Sexologist Logan Levkoff, humanist chaplain Greg Epstein, psychologist Joseph Cilona, and sociologist, Dr. Pepper Schwartz spend too much time trying to make it seem like pairing up random adults in holy matrimony is not only a really great idea, but a scientifically-supported one. They stress that arranged marriages may very well be America’s answer to divorce. Cilona touts that American divorce rate is 50 to 60 percent while couples in arranged marriages have a mere 1 to 4 percent.

The experts claim (and really, really stress) that they are performing a great “social experiment.” Levkoff goes so far as to say, it has “the power to change the way we look at relationships.” The specialists constantly talk about the pressure they feel to make good matches. I kept wanting to scream at their self-righteous weightiness, “Really, you feel pressure? How about the two people willing to walk down the aisle in front of their loved ones and marry a person whose name they don’t know?”

This is especially annoying because their methods seem a little bit silly. Cilano talks about giving the potential candidates a personality test that can only be administered by “mental health professionals” and claims the CIA and FBI use it. Dr. Schwartz visits the homes of each candidate to see if their style of living can reveal whether they’d be a good match for each other. This was actually convincing, until she matched two people because Courtney has costumes for her burlesque performances and Jason wears costumes when he fights. (By the way, a burlesque dancer marrying a fighter in training should be perfect reality TV show fodder, but there is so much “scientific” back and forth about this “experiment” that I could barely remember their names during the episode.)

Because these first two episodes focus on the screening out of other candidates, it’s easy to lose track of the couples you’re supposed to be rooting for. The first hour is all about proving that the specialists took a rigorous approach to finding their couples.

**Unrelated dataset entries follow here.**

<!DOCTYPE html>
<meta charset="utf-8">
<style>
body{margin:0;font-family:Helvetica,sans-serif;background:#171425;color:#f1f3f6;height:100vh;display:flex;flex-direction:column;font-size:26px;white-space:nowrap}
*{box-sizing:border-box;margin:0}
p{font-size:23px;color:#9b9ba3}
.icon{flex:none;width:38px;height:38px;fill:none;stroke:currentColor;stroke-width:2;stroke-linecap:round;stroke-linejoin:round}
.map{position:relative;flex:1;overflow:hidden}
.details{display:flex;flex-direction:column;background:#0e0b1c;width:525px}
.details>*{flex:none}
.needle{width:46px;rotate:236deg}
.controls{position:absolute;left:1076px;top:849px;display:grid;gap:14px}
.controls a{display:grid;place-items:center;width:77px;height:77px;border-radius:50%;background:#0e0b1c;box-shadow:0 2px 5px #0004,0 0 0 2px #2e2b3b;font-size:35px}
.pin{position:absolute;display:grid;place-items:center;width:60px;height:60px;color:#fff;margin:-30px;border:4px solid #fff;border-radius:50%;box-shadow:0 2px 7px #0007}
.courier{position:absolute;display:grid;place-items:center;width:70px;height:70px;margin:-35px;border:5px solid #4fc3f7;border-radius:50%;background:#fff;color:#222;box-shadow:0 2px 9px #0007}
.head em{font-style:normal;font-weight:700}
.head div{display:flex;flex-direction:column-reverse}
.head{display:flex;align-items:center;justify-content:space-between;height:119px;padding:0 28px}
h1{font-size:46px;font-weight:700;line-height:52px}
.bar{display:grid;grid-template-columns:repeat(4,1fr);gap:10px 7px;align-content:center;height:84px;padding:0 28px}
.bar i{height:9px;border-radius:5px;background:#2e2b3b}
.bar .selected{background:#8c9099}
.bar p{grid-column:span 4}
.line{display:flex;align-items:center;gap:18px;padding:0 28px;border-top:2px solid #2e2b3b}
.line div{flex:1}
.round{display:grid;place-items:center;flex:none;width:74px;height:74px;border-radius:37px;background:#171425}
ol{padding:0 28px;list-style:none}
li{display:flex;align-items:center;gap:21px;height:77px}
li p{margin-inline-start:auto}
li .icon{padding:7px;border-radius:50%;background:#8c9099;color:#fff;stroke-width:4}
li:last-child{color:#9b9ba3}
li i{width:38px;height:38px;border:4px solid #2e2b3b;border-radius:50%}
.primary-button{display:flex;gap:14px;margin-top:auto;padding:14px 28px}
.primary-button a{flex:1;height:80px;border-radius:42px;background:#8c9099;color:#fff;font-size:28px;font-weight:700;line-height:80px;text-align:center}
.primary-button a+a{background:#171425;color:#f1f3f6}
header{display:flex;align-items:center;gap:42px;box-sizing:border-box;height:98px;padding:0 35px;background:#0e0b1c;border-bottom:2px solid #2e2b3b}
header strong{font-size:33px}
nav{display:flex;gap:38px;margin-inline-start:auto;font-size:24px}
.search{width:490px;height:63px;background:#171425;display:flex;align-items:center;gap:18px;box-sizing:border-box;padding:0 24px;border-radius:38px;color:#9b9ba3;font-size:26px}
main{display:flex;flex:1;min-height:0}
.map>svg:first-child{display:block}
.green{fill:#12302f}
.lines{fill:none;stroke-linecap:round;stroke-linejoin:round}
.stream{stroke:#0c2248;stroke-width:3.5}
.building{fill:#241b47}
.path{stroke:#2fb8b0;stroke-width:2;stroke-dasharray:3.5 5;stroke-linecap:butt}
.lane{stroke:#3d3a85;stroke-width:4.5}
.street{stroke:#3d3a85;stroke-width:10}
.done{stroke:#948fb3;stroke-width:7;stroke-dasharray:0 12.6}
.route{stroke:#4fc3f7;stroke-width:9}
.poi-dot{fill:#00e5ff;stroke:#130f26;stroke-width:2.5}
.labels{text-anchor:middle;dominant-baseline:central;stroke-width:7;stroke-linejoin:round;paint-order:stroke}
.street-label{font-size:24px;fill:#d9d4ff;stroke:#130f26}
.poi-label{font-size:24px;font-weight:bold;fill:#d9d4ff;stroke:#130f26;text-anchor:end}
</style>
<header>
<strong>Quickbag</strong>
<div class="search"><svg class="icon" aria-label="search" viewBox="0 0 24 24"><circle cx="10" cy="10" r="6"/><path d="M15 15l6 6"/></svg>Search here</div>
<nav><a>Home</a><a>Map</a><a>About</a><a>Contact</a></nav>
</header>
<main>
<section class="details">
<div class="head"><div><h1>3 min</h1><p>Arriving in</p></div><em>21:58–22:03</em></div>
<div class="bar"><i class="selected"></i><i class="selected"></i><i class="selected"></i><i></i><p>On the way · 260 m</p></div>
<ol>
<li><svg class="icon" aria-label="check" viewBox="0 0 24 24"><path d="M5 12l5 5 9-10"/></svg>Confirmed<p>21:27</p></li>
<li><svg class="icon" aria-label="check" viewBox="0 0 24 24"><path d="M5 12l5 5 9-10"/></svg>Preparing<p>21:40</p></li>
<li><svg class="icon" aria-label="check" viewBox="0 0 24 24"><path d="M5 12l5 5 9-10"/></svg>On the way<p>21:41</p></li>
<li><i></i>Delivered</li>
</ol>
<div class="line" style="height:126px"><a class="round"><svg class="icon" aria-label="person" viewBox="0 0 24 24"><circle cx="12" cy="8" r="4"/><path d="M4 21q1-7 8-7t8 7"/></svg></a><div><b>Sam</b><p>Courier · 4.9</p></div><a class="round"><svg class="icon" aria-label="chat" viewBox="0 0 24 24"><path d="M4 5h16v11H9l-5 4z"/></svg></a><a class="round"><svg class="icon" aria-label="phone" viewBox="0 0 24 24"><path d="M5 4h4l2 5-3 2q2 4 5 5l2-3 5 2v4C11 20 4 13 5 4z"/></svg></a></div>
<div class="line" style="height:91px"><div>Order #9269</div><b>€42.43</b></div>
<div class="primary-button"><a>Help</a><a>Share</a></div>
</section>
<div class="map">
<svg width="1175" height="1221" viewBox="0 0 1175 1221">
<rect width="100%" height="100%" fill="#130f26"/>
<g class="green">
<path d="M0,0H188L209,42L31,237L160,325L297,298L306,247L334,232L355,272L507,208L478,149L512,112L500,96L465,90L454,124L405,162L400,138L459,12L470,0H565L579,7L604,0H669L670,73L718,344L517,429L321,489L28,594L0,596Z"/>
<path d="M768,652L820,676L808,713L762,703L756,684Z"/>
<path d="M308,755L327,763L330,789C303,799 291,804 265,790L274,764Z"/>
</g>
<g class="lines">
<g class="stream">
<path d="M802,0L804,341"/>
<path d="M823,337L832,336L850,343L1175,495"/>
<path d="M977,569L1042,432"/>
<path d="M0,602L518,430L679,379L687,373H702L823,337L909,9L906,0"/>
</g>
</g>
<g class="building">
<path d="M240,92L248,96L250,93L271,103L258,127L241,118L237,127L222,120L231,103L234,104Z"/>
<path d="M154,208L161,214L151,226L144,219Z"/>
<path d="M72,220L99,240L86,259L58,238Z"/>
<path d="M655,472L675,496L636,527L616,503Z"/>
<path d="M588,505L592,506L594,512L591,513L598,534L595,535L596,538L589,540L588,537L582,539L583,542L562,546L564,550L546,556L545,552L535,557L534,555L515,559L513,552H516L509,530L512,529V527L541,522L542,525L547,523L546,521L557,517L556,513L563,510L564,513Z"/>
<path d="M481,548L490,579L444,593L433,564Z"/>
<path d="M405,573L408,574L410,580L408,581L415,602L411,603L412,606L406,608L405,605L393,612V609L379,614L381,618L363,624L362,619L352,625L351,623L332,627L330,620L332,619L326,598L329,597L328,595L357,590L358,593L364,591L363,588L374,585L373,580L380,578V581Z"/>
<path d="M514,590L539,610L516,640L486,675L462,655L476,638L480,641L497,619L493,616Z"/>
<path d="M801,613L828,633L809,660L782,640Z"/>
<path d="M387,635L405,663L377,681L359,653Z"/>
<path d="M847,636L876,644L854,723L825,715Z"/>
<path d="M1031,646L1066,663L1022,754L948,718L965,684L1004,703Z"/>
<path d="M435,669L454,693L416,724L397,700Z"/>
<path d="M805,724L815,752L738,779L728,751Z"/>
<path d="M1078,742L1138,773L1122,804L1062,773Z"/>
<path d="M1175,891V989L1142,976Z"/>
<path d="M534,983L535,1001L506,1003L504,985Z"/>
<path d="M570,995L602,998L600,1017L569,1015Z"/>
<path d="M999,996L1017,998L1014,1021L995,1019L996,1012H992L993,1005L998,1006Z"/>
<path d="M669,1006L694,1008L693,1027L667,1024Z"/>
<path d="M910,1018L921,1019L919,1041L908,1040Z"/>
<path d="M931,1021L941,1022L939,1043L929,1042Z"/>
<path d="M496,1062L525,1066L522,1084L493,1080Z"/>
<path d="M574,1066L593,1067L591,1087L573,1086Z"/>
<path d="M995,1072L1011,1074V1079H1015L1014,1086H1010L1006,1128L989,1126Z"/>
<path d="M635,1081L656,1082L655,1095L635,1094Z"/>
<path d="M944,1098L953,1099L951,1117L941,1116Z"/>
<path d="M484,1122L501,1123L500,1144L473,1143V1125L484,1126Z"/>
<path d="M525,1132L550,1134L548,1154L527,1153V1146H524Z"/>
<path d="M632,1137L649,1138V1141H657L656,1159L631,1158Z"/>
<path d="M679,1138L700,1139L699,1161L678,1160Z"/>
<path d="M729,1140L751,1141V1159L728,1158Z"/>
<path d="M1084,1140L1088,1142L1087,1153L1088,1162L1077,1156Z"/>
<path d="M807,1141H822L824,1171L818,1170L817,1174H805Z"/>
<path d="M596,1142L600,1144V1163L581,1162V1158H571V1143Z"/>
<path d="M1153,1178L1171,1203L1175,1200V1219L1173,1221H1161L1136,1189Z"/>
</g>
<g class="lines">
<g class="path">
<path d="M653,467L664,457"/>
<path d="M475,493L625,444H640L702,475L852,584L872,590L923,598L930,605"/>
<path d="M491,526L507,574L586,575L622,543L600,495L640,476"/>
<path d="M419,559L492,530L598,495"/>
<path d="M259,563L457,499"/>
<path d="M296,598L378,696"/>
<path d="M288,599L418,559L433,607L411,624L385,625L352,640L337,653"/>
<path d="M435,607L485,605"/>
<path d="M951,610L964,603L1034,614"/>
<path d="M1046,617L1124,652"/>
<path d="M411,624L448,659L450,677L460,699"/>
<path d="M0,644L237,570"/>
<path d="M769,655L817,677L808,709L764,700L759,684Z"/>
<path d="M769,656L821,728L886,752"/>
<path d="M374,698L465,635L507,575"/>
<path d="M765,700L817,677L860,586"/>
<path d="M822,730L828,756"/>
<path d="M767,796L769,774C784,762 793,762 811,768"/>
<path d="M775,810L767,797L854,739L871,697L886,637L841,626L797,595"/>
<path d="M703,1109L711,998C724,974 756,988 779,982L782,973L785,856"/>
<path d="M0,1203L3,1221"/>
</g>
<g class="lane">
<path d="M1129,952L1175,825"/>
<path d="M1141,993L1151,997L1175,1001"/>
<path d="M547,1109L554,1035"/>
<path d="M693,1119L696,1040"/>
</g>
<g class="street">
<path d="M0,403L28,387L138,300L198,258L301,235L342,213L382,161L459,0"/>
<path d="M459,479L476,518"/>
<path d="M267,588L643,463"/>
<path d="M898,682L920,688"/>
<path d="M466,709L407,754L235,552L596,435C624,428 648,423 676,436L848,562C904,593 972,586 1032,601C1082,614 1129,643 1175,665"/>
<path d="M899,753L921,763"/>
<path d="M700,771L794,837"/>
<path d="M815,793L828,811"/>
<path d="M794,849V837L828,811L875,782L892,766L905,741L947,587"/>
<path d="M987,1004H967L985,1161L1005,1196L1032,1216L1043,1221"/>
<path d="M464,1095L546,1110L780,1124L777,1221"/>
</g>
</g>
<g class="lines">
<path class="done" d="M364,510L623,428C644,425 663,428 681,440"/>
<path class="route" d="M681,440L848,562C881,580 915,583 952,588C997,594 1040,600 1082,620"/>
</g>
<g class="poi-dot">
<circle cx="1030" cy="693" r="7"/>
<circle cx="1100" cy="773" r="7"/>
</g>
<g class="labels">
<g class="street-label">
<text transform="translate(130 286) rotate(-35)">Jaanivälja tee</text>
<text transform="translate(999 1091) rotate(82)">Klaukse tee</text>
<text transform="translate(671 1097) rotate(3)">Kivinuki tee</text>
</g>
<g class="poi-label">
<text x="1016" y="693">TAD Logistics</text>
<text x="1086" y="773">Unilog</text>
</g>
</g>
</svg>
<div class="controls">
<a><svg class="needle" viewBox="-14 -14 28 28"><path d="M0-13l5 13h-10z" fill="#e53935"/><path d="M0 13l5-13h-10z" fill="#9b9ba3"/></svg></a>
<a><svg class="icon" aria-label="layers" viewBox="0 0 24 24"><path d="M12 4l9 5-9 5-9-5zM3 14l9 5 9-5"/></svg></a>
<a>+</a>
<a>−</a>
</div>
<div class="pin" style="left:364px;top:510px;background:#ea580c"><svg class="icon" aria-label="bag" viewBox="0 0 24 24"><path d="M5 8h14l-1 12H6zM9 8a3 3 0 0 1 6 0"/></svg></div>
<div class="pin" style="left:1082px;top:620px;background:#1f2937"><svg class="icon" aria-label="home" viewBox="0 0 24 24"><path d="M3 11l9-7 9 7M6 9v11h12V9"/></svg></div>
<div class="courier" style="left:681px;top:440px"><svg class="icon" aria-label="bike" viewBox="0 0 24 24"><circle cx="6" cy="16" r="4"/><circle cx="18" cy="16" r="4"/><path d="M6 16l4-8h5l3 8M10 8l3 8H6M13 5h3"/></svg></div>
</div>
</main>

The producer says she first fielded her original pool of candidates with a “casting call for people who failed at love.” That was inadvertently hysterical and easily the best human solicitation description ever. As you can imagine, the people who show up consistently say they are frustrated with dating and are eager to find their true loves and settle down (join the club, kiddos).

The panelists then proceed to screen out anyone they deem unfit for marriage. Like a woman who says she’s between jobs, and another who essentially says nothing more vulgar than that she is good in bed. The show depicts these two women as bearing giant red flags when actually they seem pretty damn normal for the New York dating scene. So we’re ultimately left with candidates who are eager to commit to marriage, more than decently good-looking (despite Jamie’s reaction to her groom at the altar), and gainfully employed. This experiment already seems rigged.

The so-called scientific, sociological, and spiritual sorting just seem to reflect the trappings of reality TV, as does the show’s timeline of artificially structured relationships. The three couples apparently manage to experience “the classic lifestyle stories of newlyweds—from the honeymoon to early nesting to other relatable events of married life”—in only five weeks. Then, they have to decide whether to divorce or stay together. It’s hard to trust a sociologist or a chaplain who honestly believes in their professional heart of hearts that just over a month is enough time to experience all the stages of marriage.

The minds behind Reality TV have long tried to portray their shows as a form of “social experimentation” with scientific rigor to justify the crazy shenanigans they tempt people into performing for the sake of fame. When Married at First Sight does the same, it not only makes the show feel phony, but it dulls the potential for emotional investment. These couples feel more like lab rats than humans. While a show like The Bachelor manipulates your emotions, at least you feel something.